* EXTRACTED ENTRIES *
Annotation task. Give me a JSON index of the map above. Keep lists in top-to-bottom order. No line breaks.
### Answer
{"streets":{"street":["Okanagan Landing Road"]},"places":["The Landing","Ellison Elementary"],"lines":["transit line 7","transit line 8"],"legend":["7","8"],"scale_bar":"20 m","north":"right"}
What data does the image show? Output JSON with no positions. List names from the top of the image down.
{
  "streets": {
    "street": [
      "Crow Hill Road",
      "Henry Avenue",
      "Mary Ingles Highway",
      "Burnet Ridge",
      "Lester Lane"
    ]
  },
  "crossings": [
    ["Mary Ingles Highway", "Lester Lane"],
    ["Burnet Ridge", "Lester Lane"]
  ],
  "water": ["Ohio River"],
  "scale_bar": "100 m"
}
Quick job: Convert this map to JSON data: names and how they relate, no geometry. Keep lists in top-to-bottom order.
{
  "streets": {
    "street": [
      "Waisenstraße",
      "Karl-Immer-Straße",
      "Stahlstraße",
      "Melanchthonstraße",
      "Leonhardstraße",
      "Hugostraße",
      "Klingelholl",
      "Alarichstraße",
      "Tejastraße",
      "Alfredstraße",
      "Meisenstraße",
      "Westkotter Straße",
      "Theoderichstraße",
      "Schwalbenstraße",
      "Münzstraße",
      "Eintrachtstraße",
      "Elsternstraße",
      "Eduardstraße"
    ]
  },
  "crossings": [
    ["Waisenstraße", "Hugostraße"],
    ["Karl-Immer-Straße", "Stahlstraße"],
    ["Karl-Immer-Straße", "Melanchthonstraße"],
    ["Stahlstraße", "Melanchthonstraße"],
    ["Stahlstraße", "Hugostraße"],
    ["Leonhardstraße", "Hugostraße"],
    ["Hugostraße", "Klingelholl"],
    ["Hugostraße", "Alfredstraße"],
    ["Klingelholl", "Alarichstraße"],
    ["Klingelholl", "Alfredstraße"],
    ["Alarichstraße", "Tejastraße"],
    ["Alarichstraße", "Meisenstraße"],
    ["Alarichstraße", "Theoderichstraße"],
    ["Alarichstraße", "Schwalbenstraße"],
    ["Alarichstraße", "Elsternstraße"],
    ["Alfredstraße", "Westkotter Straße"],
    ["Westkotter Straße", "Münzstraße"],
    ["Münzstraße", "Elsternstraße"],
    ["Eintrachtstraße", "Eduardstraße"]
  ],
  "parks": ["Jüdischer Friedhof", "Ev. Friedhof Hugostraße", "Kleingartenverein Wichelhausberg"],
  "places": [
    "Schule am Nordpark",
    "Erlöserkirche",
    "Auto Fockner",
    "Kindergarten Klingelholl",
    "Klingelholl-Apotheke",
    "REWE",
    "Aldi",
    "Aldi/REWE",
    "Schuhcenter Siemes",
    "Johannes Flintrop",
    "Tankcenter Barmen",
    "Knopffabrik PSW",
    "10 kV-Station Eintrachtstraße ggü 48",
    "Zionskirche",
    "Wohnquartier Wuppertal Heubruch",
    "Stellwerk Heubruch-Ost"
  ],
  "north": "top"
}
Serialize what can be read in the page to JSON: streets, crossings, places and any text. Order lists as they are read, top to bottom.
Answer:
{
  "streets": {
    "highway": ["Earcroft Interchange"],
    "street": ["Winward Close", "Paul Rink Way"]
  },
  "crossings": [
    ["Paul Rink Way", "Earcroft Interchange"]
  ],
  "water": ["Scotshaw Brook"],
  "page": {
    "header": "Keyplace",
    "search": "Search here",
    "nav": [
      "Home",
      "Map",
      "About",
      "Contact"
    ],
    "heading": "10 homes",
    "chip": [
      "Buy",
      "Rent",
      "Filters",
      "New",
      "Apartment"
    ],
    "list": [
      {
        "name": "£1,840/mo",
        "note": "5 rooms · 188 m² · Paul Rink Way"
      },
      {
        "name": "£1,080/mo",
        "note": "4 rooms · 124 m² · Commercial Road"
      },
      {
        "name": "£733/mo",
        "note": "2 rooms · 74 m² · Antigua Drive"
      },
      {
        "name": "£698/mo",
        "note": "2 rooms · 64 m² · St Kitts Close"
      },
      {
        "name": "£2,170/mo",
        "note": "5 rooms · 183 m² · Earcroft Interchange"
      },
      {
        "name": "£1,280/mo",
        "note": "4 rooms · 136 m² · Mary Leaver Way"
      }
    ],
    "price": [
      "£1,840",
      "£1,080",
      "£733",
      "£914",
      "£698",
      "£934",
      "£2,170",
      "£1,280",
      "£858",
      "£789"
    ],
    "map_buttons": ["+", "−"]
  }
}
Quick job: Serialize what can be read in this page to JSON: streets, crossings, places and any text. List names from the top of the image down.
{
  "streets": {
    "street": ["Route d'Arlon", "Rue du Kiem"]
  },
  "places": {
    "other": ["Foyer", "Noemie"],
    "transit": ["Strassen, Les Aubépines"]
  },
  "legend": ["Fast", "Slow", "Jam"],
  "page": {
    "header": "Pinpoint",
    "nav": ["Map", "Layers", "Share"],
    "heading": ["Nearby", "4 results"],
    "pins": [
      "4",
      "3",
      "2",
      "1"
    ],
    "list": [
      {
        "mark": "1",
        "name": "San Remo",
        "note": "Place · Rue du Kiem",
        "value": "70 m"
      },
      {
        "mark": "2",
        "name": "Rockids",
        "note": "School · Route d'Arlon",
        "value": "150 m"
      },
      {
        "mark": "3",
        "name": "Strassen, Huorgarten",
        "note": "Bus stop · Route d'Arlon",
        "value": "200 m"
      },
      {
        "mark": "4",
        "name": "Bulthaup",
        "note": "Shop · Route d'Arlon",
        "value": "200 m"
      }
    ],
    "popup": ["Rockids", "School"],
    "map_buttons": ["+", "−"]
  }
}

* WHAT YOU WILL DO *
All lines in the preceding records that hold the word "Keep" need to be copied.

* WRITTEN ANSWER *
Annotation task. Give me a JSON index of the map above. Keep lists in top-to-bottom order. No line breaks.
Quick job: Convert this map to JSON data: names and how they relate, no geometry. Keep lists in top-to-bottom order.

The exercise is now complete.